[Dataset entries]
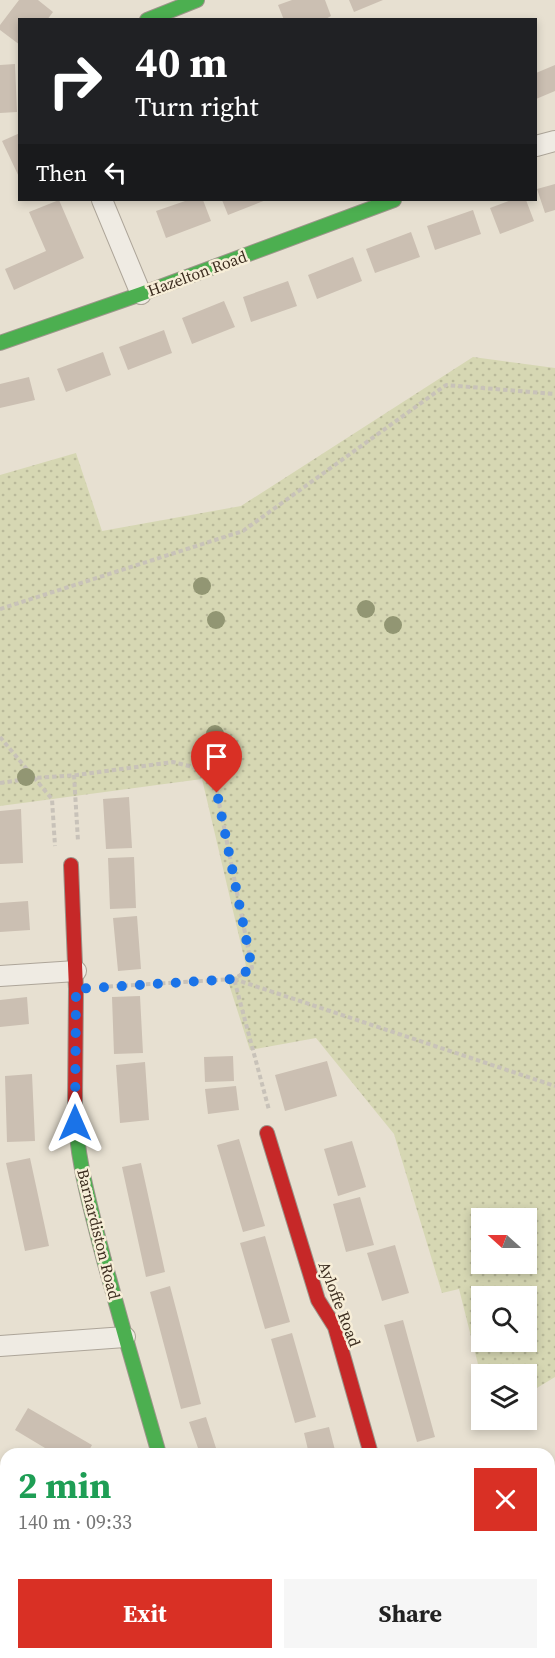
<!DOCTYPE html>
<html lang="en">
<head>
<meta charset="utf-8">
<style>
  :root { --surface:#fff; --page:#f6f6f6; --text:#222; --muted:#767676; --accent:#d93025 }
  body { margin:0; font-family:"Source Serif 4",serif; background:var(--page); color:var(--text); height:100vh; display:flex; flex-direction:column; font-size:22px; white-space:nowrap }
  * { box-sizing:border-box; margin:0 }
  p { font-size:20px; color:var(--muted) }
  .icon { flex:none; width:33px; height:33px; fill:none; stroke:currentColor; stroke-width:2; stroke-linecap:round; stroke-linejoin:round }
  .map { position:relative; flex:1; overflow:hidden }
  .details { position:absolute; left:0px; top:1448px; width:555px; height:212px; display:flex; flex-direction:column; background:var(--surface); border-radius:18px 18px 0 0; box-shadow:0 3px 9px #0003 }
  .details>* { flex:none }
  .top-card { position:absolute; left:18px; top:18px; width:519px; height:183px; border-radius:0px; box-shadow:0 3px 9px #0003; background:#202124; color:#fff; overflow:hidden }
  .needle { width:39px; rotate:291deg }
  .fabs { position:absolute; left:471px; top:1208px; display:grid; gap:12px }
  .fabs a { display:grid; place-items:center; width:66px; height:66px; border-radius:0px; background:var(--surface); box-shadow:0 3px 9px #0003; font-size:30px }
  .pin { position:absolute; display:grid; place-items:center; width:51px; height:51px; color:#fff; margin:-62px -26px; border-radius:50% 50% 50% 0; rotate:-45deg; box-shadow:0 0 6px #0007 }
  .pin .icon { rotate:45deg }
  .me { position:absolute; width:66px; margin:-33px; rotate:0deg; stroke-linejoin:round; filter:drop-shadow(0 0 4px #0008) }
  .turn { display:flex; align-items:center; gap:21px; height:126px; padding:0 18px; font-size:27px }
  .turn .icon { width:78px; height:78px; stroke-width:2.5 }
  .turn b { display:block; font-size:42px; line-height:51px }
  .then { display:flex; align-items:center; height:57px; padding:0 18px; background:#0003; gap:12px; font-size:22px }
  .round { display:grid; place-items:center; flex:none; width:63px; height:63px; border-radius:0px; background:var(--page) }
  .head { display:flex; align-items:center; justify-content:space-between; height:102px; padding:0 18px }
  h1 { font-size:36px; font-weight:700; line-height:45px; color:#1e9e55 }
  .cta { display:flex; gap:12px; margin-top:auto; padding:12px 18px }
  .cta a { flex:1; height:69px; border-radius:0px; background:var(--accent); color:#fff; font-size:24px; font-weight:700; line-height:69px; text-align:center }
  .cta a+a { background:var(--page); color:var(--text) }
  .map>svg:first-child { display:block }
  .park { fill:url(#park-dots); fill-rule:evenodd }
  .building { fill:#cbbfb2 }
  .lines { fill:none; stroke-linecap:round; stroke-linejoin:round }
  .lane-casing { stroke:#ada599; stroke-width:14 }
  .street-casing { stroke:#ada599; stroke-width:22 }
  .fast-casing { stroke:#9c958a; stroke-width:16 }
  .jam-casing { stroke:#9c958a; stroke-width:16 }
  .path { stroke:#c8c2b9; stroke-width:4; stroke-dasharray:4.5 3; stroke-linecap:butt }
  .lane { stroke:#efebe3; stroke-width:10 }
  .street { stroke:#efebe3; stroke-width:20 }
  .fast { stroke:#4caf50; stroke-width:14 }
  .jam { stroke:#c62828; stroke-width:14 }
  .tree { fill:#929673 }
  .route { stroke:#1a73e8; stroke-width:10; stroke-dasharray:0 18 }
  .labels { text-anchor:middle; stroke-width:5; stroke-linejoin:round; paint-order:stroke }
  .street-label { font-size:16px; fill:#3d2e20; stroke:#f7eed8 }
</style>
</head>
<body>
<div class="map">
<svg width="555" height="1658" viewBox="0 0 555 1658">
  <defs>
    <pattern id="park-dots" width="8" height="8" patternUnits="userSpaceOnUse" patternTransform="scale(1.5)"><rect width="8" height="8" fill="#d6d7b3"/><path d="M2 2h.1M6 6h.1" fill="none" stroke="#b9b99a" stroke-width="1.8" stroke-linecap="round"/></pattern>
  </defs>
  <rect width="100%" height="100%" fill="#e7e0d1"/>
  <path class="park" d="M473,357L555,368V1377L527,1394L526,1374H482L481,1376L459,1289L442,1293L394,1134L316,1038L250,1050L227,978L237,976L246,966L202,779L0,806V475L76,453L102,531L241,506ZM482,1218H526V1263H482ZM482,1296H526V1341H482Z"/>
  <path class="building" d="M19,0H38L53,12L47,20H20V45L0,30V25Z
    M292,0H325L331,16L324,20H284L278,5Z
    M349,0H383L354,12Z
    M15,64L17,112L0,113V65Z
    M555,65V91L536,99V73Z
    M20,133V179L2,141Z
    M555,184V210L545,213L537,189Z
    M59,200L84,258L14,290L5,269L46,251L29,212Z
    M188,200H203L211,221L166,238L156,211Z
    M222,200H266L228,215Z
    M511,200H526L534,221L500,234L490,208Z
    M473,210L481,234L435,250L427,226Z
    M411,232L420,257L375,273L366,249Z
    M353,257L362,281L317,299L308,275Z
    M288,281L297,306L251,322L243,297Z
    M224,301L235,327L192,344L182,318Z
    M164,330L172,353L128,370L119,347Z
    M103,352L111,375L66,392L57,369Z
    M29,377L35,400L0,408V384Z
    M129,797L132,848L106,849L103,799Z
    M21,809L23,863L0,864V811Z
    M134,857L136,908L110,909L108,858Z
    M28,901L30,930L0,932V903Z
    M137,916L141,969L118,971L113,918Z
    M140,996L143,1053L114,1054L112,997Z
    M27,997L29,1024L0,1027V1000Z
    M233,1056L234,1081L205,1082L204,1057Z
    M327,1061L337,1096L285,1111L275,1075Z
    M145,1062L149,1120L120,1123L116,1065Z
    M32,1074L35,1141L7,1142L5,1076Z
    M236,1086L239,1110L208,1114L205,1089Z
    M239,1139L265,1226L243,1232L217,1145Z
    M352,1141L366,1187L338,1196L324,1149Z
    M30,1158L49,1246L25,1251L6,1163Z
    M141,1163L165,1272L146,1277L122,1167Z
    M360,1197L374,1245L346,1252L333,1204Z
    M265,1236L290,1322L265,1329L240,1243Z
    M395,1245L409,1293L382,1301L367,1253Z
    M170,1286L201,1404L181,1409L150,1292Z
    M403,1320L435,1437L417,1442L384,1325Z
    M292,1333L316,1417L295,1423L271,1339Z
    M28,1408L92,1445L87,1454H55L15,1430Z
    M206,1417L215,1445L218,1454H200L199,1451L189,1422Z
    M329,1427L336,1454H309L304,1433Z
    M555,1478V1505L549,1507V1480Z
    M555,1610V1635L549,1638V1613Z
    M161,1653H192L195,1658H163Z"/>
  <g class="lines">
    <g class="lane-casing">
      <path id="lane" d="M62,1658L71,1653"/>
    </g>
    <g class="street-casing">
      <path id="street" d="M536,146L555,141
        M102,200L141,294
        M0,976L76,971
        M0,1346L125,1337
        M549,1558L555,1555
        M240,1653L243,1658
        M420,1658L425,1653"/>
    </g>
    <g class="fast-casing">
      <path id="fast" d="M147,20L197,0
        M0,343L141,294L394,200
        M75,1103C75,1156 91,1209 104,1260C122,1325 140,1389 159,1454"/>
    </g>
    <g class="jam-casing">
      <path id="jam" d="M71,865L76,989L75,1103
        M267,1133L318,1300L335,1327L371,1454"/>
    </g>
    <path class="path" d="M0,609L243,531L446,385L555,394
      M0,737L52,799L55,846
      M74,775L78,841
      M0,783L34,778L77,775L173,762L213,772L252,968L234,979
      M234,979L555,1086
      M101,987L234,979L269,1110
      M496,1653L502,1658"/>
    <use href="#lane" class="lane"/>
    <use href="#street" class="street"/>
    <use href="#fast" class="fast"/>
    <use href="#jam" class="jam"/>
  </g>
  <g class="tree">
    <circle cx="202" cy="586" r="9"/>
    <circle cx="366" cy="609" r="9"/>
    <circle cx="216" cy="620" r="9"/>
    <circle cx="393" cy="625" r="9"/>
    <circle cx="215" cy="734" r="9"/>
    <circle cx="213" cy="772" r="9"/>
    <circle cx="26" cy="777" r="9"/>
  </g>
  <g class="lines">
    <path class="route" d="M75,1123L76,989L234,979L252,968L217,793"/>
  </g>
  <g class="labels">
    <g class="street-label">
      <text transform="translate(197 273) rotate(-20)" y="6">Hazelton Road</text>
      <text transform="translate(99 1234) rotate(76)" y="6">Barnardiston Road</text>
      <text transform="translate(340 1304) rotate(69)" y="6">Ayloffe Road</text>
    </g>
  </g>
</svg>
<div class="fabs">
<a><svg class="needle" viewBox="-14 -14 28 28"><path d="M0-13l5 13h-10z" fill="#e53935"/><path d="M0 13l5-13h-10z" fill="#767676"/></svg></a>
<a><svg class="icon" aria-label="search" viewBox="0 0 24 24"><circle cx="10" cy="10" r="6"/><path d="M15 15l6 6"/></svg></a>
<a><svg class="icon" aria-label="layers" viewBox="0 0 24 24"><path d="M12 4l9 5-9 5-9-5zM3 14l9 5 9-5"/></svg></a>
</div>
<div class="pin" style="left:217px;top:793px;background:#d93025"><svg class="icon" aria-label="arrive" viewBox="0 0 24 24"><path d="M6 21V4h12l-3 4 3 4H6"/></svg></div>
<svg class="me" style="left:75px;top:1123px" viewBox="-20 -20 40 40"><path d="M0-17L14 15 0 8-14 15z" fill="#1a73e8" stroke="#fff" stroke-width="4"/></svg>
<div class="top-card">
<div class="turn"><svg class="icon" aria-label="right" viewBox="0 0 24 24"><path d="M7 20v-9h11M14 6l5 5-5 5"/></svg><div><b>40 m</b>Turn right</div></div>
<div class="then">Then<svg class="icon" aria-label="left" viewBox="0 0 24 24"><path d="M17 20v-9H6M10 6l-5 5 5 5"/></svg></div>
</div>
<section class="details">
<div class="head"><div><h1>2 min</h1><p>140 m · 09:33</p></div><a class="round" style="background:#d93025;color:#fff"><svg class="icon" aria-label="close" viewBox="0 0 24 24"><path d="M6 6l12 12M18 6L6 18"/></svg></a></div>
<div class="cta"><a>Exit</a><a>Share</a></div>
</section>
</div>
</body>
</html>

--

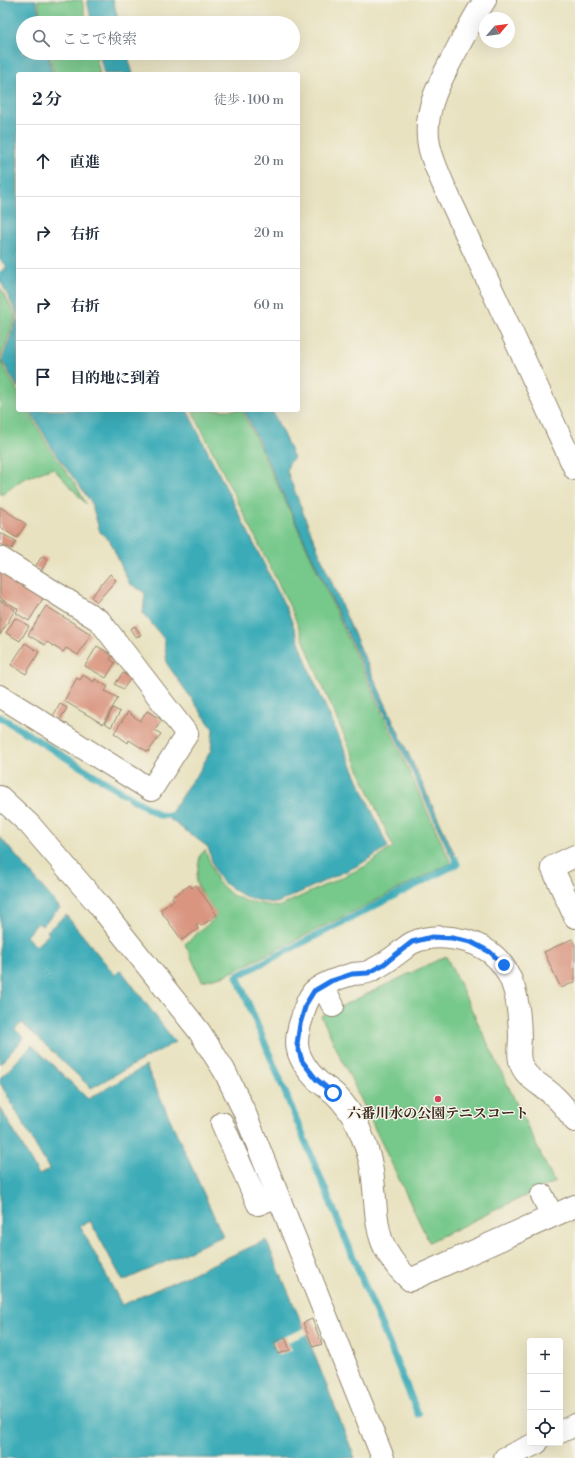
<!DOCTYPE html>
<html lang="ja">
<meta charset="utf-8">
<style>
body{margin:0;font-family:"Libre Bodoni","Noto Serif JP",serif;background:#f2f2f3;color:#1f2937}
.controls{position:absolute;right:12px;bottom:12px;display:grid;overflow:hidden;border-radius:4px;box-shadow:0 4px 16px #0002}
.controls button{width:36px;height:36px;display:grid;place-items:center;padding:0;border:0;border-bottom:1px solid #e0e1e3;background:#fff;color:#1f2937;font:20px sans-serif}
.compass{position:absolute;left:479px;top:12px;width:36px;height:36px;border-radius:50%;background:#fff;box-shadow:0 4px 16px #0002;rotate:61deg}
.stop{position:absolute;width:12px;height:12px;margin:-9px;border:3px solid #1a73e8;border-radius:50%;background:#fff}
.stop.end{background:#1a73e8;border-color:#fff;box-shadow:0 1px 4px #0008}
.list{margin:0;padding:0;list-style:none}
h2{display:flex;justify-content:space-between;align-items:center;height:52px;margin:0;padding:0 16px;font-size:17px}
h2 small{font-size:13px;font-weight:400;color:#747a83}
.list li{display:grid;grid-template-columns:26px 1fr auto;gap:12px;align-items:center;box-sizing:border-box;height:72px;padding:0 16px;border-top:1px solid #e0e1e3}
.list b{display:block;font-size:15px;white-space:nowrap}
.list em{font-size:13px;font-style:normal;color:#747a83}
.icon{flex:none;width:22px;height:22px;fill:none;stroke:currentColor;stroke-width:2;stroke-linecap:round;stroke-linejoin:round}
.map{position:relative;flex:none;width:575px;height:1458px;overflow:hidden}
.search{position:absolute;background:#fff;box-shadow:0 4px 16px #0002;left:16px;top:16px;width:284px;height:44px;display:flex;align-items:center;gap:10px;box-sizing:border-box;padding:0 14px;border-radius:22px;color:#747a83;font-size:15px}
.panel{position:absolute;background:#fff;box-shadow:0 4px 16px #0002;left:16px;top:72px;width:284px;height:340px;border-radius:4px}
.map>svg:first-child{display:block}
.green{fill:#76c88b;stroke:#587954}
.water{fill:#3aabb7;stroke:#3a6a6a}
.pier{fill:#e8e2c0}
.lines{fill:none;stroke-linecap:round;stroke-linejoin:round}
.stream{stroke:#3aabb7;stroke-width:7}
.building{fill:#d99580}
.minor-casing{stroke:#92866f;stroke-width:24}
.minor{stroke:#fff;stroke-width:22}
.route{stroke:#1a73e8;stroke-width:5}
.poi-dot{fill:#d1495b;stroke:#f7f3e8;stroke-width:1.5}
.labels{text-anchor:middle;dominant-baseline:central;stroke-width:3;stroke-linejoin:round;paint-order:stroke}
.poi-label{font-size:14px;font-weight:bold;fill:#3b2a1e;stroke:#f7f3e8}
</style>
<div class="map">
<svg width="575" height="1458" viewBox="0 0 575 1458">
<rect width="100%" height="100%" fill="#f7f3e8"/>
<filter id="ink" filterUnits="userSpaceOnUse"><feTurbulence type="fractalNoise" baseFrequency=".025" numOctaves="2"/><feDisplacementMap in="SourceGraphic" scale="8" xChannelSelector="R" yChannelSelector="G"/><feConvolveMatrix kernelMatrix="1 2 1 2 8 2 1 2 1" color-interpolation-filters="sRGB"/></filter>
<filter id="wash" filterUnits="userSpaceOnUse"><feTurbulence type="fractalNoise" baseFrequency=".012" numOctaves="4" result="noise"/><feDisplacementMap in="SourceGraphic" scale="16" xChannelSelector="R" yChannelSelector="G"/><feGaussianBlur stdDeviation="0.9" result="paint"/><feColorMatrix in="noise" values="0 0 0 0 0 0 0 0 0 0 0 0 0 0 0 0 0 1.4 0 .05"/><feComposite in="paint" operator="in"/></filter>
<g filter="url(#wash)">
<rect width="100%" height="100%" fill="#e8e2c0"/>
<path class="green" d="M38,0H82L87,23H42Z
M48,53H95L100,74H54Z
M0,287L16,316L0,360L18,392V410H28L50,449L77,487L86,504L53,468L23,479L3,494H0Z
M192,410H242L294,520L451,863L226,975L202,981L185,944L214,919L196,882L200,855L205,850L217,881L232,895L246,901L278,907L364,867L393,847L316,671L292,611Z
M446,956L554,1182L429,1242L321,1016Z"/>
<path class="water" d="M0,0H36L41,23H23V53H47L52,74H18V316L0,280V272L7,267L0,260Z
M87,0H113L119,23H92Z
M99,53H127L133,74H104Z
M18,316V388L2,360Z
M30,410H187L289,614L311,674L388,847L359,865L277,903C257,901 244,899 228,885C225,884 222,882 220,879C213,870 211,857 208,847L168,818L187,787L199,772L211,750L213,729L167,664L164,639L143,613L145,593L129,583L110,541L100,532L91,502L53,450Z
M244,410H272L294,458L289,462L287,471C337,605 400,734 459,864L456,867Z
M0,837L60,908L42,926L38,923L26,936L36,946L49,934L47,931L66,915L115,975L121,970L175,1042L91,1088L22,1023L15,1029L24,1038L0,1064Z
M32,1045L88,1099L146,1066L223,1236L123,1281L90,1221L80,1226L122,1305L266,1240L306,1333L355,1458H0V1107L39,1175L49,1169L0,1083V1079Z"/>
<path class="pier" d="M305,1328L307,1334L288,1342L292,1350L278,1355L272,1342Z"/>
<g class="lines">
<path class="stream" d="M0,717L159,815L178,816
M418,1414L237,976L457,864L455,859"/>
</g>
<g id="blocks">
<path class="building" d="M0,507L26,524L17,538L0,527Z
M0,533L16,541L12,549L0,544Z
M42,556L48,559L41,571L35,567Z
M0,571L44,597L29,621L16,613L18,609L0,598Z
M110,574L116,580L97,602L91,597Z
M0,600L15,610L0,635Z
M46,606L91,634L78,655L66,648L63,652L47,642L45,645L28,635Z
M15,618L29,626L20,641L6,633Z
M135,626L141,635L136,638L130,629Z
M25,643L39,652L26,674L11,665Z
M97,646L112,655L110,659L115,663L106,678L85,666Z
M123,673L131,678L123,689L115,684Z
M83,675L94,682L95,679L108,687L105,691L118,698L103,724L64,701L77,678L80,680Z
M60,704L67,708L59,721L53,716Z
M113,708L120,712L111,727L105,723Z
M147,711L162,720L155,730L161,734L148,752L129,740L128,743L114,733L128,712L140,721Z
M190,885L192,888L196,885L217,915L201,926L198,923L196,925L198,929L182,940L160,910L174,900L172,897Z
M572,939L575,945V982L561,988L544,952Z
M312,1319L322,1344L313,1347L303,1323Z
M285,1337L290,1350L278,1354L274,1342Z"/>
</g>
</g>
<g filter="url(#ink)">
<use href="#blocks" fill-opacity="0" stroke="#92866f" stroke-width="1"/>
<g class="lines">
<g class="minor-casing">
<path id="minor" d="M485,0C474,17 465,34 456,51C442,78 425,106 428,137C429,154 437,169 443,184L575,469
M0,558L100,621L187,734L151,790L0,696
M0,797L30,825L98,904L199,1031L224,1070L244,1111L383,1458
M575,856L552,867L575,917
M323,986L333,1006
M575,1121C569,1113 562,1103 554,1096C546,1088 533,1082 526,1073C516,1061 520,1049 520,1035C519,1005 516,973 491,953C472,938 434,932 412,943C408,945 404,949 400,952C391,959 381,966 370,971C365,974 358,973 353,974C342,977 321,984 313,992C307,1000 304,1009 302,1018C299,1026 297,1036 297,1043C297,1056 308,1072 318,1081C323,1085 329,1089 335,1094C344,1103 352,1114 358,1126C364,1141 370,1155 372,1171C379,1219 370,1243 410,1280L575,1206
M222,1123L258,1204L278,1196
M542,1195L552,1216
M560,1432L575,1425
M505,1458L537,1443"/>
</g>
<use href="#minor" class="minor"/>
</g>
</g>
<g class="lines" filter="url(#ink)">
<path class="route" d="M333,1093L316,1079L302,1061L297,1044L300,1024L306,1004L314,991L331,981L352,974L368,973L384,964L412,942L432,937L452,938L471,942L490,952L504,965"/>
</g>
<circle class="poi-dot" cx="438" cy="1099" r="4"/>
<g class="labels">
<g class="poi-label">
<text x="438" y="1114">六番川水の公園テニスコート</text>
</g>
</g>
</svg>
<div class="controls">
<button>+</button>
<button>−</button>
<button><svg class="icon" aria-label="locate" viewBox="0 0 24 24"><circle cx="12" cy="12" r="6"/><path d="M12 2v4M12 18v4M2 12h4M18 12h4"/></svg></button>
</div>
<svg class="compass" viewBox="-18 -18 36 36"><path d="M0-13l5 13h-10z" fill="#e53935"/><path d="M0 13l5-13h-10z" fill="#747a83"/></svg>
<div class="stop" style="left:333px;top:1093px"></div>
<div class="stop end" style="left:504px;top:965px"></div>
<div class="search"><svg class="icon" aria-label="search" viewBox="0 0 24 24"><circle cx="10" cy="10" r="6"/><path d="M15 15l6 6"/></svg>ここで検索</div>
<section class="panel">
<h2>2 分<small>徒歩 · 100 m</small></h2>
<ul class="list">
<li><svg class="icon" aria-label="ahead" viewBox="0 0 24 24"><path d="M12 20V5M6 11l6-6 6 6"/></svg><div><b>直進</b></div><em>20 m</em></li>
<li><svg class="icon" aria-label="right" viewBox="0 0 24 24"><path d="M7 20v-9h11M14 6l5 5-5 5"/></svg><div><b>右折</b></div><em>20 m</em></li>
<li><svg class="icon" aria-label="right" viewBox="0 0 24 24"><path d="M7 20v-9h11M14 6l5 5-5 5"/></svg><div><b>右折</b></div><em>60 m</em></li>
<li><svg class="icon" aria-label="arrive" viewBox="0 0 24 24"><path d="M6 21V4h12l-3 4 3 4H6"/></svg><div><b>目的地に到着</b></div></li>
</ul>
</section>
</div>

YOUR GOAL. In the entries, find every line holding "direction" and copy it.

ANSWER TO THIS TASK.
  body { margin:0; font-family:"Source Serif 4",serif; background:var(--page); color:var(--text); height:100vh; display:flex; flex-direction:column; font-size:22px; white-space:nowrap }
  .details { position:absolute; left:0px; top:1448px; width:555px; height:212px; display:flex; flex-direction:column; background:var(--surface); border-radius:18px 18px 0 0; box-shadow:0 3px 9px #0003 }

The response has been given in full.